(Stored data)

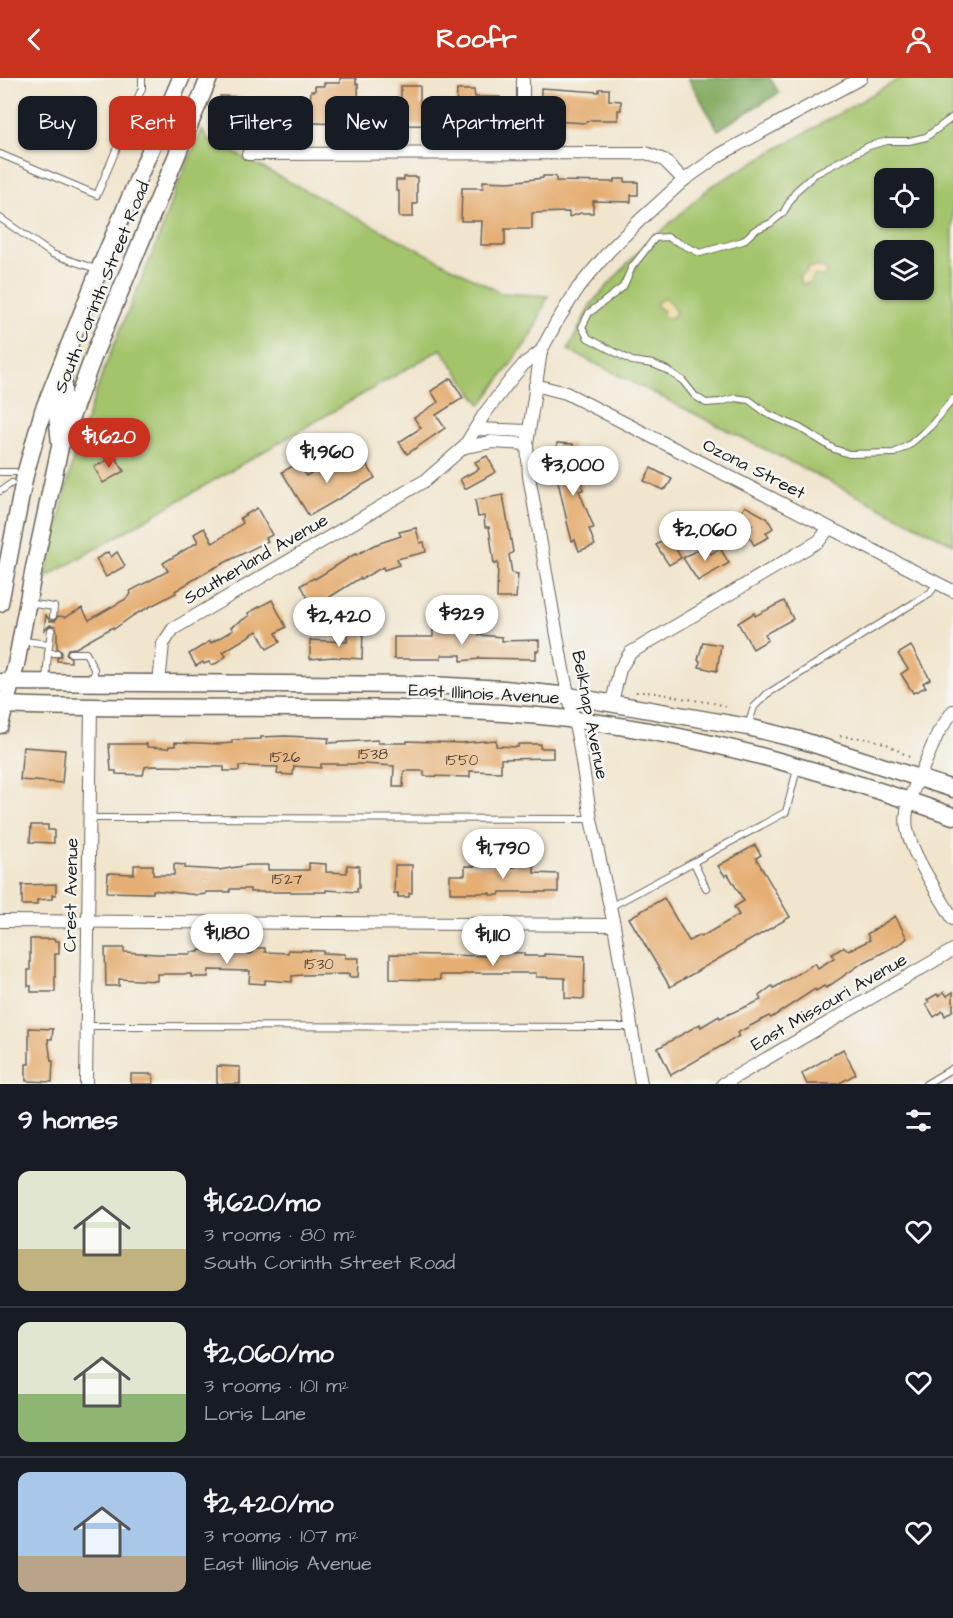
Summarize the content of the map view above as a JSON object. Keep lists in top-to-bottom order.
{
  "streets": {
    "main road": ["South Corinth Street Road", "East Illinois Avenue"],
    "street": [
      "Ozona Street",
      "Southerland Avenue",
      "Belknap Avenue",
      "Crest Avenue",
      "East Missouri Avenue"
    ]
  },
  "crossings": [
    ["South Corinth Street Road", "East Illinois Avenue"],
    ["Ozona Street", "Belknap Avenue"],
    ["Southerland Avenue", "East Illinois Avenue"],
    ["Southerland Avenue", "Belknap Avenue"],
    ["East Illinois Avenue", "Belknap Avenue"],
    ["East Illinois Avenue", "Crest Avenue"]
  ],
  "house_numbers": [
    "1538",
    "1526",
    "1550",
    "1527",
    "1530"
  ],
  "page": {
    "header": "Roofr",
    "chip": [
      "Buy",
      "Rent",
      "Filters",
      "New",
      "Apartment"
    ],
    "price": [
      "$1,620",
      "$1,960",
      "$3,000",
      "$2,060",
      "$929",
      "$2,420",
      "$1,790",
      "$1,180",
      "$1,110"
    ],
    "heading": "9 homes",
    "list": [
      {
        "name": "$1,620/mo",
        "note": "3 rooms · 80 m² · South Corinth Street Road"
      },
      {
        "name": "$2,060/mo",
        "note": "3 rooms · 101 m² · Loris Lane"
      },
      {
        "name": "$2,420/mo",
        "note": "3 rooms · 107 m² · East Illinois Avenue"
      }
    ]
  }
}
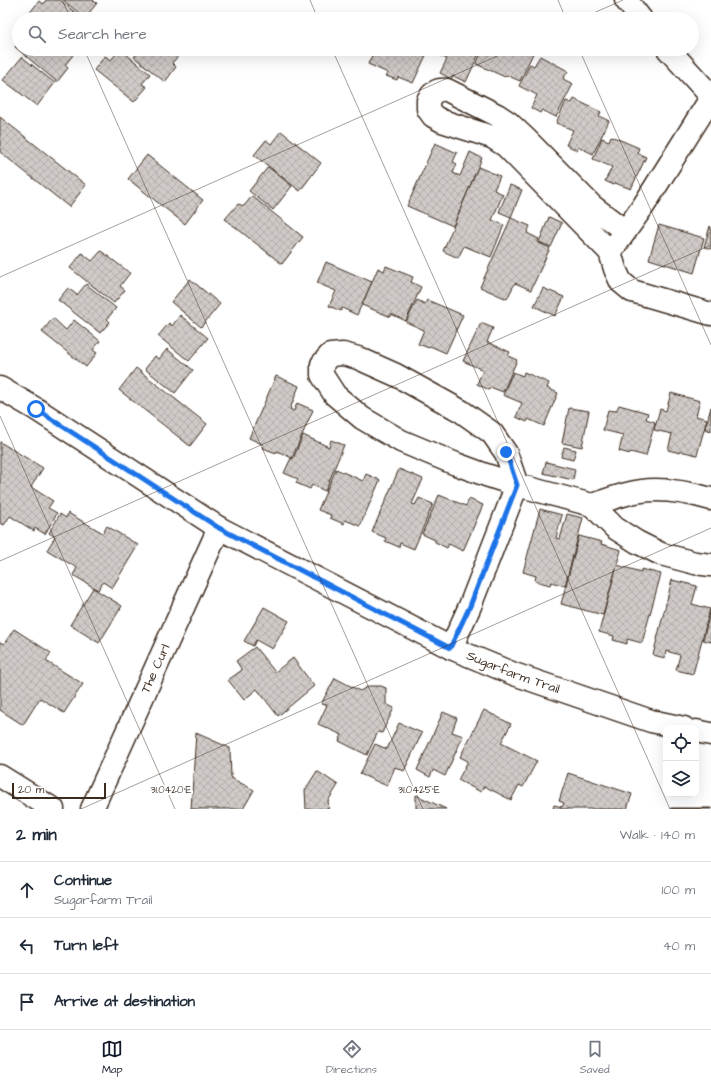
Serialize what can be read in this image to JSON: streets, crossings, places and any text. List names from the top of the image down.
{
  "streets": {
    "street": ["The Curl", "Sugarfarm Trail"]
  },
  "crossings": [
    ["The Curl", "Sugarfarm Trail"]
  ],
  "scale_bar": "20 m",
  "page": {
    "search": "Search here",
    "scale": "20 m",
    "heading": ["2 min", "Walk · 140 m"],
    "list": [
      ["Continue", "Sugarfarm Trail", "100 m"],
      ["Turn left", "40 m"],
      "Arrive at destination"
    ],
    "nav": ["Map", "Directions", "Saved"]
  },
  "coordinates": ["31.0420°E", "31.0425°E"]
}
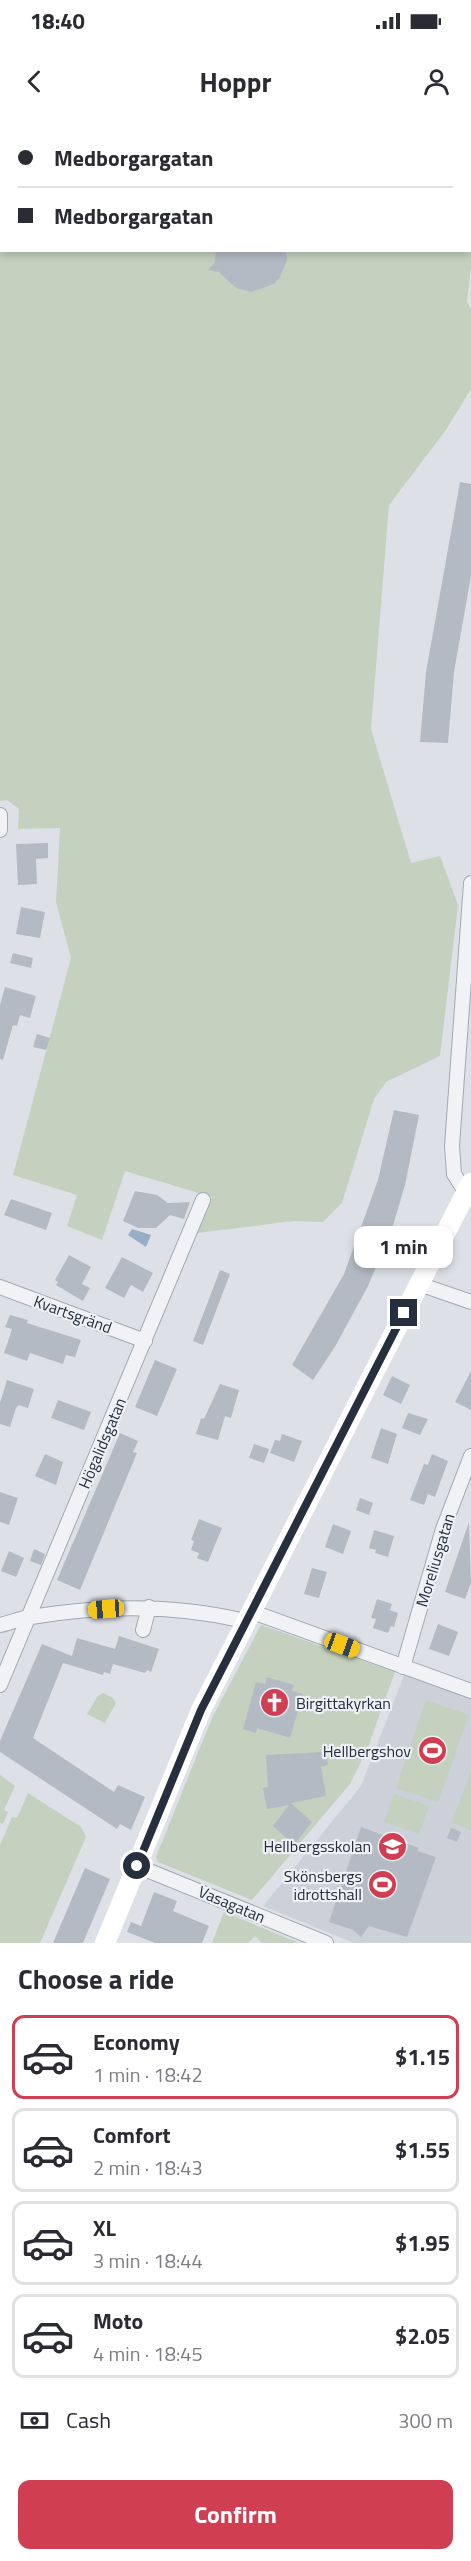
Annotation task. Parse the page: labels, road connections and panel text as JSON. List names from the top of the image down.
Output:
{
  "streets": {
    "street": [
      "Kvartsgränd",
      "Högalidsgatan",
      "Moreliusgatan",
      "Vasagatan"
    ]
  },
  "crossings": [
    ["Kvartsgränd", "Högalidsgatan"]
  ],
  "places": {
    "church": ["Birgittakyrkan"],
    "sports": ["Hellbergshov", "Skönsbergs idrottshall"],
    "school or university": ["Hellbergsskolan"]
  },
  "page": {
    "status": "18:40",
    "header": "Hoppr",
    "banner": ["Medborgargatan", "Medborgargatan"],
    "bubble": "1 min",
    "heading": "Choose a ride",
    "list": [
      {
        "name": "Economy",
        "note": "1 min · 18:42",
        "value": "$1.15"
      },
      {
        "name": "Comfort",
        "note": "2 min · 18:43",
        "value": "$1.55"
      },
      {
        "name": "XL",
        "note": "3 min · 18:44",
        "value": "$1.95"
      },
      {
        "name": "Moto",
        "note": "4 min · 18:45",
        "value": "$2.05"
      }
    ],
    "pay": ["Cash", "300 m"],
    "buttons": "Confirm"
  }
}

**Assignment:** Set down the entries above exactly; no pictures belong in the copy.

**Output below:**
Summarize the content of the map view above as a JSON object. Keep lists in top-to-bottom order.
{
  "streets": {
    "main road": ["South Corinth Street Road", "East Illinois Avenue"],
    "street": [
      "Ozona Street",
      "Southerland Avenue",
      "Belknap Avenue",
      "Crest Avenue",
      "East Missouri Avenue"
    ]
  },
  "crossings": [
    ["South Corinth Street Road", "East Illinois Avenue"],
    ["Ozona Street", "Belknap Avenue"],
    ["Southerland Avenue", "East Illinois Avenue"],
    ["Southerland Avenue", "Belknap Avenue"],
    ["East Illinois Avenue", "Belknap Avenue"],
    ["East Illinois Avenue", "Crest Avenue"]
  ],
  "house_numbers": [
    "1538",
    "1526",
    "1550",
    "1527",
    "1530"
  ],
  "page": {
    "header": "Roofr",
    "chip": [
      "Buy",
      "Rent",
      "Filters",
      "New",
      "Apartment"
    ],
    "price": [
      "$1,620",
      "$1,960",
      "$3,000",
      "$2,060",
      "$929",
      "$2,420",
      "$1,790",
      "$1,180",
      "$1,110"
    ],
    "heading": "9 homes",
    "list": [
      {
        "name": "$1,620/mo",
        "note": "3 rooms · 80 m² · South Corinth Street Road"
      },
      {
        "name": "$2,060/mo",
        "note": "3 rooms · 101 m² · Loris Lane"
      },
      {
        "name": "$2,420/mo",
        "note": "3 rooms · 107 m² · East Illinois Avenue"
      }
    ]
  }
}
Serialize what can be read in this image to JSON: streets, crossings, places and any text. List names from the top of the image down.
{
  "streets": {
    "street": ["The Curl", "Sugarfarm Trail"]
  },
  "crossings": [
    ["The Curl", "Sugarfarm Trail"]
  ],
  "scale_bar": "20 m",
  "page": {
    "search": "Search here",
    "scale": "20 m",
    "heading": ["2 min", "Walk · 140 m"],
    "list": [
      ["Continue", "Sugarfarm Trail", "100 m"],
      ["Turn left", "40 m"],
      "Arrive at destination"
    ],
    "nav": ["Map", "Directions", "Saved"]
  },
  "coordinates": ["31.0420°E", "31.0425°E"]
}
Annotation task. Parse the page: labels, road connections and panel text as JSON. List names from the top of the image down.
Output:
{
  "streets": {
    "street": [
      "Kvartsgränd",
      "Högalidsgatan",
      "Moreliusgatan",
      "Vasagatan"
    ]
  },
  "crossings": [
    ["Kvartsgränd", "Högalidsgatan"]
  ],
  "places": {
    "church": ["Birgittakyrkan"],
    "sports": ["Hellbergshov", "Skönsbergs idrottshall"],
    "school or university": ["Hellbergsskolan"]
  },
  "page": {
    "status": "18:40",
    "header": "Hoppr",
    "banner": ["Medborgargatan", "Medborgargatan"],
    "bubble": "1 min",
    "heading": "Choose a ride",
    "list": [
      {
        "name": "Economy",
        "note": "1 min · 18:42",
        "value": "$1.15"
      },
      {
        "name": "Comfort",
        "note": "2 min · 18:43",
        "value": "$1.55"
      },
      {
        "name": "XL",
        "note": "3 min · 18:44",
        "value": "$1.95"
      },
      {
        "name": "Moto",
        "note": "4 min · 18:45",
        "value": "$2.05"
      }
    ],
    "pay": ["Cash", "300 m"],
    "buttons": "Confirm"
  }
}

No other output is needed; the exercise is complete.